#### [Exercise]
Could you copy out every line of the data where the word "heat" occurs?

#### [Data provided]
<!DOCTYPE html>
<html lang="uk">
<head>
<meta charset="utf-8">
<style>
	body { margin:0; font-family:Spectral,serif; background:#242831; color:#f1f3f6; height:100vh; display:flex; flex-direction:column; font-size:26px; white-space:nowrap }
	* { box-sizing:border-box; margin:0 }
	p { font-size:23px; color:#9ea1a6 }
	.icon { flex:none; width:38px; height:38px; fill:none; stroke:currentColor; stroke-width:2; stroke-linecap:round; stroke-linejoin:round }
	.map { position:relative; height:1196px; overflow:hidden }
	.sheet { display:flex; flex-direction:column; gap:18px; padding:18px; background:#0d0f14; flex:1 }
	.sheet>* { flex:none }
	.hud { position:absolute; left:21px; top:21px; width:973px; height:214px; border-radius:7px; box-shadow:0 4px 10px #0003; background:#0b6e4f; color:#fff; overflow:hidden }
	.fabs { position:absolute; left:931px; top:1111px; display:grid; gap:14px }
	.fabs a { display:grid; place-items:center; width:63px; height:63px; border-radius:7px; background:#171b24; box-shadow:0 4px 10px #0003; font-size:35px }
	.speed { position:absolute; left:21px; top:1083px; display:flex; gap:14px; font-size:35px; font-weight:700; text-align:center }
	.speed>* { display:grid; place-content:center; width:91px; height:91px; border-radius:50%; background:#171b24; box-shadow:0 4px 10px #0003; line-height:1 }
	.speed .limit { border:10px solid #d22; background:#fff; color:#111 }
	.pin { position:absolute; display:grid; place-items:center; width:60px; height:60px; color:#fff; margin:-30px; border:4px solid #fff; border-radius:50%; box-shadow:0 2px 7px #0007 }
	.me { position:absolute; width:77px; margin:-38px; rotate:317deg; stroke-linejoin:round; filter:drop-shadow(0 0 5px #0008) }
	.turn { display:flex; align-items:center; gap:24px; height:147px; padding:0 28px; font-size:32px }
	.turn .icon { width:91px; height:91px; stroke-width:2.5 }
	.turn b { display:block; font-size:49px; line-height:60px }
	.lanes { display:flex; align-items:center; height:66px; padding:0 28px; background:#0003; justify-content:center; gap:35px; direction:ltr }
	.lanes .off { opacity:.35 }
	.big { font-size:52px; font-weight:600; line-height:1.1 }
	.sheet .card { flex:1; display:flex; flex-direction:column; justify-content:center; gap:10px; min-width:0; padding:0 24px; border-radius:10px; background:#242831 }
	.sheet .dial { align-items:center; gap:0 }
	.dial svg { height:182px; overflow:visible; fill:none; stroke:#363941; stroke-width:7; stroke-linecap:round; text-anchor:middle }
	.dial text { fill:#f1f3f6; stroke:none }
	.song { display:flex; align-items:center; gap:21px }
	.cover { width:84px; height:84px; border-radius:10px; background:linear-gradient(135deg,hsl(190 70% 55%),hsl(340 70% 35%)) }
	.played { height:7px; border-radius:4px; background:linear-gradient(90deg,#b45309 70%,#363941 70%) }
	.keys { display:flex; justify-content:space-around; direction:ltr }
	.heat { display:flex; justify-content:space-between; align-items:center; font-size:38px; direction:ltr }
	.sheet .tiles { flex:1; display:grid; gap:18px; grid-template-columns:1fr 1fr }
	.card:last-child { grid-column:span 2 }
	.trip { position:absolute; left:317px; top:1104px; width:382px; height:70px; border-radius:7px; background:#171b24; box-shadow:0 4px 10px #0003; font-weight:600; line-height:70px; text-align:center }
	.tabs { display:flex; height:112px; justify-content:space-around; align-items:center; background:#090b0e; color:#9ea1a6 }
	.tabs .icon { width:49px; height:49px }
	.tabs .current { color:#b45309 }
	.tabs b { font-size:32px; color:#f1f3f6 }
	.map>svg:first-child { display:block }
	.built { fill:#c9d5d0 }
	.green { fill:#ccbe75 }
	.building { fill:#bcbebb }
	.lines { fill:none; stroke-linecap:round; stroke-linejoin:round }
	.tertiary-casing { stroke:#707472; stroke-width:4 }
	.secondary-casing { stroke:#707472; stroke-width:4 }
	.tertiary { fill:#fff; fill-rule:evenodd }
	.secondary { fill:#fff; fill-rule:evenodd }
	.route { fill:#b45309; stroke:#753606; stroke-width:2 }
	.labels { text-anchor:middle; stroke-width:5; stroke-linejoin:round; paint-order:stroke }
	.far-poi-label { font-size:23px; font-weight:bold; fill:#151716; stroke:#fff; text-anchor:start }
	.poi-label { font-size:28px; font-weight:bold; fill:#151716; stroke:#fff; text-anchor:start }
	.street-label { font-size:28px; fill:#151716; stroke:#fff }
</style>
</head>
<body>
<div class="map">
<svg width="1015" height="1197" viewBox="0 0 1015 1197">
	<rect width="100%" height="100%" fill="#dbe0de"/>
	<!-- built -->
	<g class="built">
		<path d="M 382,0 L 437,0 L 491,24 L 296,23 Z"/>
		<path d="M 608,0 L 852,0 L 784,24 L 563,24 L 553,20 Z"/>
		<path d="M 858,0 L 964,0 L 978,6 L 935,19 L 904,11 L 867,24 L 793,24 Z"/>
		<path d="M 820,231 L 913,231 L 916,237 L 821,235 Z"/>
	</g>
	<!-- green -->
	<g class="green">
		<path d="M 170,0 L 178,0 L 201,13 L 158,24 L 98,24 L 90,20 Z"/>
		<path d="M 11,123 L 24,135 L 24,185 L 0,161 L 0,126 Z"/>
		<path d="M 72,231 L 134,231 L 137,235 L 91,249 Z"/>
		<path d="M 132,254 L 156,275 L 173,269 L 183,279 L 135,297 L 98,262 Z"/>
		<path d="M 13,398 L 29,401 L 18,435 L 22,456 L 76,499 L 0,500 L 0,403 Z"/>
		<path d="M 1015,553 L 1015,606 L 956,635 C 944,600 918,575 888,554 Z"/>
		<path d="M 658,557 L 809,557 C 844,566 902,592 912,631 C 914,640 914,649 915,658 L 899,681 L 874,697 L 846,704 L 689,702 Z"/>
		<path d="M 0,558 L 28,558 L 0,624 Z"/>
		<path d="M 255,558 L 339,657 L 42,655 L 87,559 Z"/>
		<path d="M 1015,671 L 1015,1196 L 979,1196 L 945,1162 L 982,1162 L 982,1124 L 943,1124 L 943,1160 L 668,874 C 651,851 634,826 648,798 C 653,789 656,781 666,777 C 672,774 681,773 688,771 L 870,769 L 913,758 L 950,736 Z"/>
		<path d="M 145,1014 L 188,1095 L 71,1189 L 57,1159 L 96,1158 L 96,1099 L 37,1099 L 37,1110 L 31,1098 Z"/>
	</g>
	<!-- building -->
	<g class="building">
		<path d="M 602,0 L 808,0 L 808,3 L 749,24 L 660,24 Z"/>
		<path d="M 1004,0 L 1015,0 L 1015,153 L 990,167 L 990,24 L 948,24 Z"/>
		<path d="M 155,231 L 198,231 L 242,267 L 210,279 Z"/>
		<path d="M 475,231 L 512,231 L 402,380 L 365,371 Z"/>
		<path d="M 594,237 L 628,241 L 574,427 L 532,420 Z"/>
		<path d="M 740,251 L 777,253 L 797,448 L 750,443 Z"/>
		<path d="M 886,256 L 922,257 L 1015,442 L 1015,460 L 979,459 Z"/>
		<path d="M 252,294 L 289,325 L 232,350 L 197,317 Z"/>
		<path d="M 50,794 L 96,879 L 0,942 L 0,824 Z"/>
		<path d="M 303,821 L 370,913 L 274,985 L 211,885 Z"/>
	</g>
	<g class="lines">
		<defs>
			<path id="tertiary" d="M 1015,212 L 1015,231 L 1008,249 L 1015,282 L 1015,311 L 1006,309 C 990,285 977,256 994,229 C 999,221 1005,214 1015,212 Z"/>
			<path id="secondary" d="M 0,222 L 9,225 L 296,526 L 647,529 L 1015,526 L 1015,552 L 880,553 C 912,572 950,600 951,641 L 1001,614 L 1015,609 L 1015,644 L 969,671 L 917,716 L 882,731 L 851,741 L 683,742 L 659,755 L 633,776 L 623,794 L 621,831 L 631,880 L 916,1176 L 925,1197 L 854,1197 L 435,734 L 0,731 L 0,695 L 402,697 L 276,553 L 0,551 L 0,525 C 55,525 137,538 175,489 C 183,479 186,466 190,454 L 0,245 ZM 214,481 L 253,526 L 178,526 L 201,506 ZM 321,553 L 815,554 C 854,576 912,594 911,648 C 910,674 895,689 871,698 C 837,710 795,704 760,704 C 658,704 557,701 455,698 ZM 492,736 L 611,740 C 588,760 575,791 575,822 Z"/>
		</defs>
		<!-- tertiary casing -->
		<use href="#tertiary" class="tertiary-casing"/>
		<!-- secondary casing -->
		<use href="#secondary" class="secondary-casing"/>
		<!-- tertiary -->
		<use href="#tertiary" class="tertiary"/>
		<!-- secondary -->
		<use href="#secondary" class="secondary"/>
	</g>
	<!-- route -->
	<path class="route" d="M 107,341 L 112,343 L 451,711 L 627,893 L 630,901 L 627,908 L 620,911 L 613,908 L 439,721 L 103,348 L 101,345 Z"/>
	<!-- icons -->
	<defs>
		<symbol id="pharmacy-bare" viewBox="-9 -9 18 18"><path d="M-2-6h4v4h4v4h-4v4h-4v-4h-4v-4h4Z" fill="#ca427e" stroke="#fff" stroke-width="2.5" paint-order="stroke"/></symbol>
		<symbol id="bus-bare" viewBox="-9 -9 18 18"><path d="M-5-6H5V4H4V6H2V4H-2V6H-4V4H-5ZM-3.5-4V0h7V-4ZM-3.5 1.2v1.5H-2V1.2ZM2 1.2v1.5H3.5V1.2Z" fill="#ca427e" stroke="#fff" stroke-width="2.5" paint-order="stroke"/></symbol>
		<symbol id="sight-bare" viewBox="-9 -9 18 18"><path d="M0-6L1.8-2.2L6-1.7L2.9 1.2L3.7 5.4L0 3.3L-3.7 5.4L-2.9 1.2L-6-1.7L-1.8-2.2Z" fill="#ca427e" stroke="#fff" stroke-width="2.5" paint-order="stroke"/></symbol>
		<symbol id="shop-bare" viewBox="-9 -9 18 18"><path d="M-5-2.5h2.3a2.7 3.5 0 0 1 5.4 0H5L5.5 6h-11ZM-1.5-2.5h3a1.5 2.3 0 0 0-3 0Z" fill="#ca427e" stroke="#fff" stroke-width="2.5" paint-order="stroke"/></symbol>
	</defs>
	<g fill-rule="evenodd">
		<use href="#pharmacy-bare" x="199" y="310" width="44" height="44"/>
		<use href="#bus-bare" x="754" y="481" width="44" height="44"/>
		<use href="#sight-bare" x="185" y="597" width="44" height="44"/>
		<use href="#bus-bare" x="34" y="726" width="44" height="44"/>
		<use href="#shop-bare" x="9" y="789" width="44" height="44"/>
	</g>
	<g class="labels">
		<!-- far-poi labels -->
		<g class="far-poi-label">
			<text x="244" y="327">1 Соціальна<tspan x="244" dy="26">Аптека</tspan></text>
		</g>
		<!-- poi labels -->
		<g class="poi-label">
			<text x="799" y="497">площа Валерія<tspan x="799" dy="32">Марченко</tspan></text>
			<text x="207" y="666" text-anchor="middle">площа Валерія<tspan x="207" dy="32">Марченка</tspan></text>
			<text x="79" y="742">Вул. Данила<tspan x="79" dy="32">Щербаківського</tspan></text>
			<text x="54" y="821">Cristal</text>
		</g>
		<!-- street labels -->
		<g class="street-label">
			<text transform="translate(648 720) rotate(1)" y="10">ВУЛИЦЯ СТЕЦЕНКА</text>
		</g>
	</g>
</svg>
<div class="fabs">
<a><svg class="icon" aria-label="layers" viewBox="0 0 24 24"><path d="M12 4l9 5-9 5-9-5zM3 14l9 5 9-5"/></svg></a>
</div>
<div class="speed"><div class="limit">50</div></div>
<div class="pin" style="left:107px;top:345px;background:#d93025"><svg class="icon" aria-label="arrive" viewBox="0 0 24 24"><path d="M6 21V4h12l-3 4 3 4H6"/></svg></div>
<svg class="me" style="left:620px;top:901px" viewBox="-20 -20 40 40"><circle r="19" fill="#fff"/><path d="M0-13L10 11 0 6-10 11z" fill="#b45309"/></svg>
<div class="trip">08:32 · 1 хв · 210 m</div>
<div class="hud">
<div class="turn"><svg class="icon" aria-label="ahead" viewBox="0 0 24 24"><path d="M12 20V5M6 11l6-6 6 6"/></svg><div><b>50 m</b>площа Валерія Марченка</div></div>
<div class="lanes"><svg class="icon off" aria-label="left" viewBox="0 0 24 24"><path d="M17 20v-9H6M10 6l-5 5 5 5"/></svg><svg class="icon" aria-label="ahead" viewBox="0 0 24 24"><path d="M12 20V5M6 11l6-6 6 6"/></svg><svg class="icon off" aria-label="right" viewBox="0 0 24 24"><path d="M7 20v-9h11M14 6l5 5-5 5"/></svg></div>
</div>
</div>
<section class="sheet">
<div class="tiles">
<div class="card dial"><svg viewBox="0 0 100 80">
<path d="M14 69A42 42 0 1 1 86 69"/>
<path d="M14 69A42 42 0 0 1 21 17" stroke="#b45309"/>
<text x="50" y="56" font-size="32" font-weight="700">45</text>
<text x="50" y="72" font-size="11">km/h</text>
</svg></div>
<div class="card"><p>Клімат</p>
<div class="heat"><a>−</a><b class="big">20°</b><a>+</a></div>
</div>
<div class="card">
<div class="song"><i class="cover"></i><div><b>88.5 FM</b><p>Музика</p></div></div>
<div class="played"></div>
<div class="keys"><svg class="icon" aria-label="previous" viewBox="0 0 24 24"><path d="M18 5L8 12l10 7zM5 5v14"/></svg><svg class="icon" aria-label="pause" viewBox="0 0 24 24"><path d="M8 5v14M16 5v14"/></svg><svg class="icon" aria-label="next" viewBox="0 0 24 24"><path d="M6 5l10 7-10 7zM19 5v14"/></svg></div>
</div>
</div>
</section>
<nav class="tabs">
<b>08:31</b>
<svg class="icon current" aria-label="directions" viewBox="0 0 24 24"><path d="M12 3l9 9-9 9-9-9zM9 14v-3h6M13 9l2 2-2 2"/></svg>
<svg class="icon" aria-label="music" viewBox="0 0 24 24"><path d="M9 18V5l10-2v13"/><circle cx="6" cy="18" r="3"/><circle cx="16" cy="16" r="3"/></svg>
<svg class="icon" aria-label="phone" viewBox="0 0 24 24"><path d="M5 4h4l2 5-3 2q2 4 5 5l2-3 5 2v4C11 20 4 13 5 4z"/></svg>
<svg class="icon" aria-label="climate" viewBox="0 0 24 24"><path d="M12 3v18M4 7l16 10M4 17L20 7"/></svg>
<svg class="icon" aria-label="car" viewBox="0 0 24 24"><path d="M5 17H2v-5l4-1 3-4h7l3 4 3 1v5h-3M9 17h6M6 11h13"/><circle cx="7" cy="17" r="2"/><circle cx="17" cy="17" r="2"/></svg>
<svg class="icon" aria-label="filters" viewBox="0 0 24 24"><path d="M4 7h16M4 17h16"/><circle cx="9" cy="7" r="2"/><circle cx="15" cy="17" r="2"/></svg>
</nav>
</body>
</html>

#### [Your response]
	.heat { display:flex; justify-content:space-between; align-items:center; font-size:38px; direction:ltr }
<div class="heat"><a>−</a><b class="big">20°</b><a>+</a></div>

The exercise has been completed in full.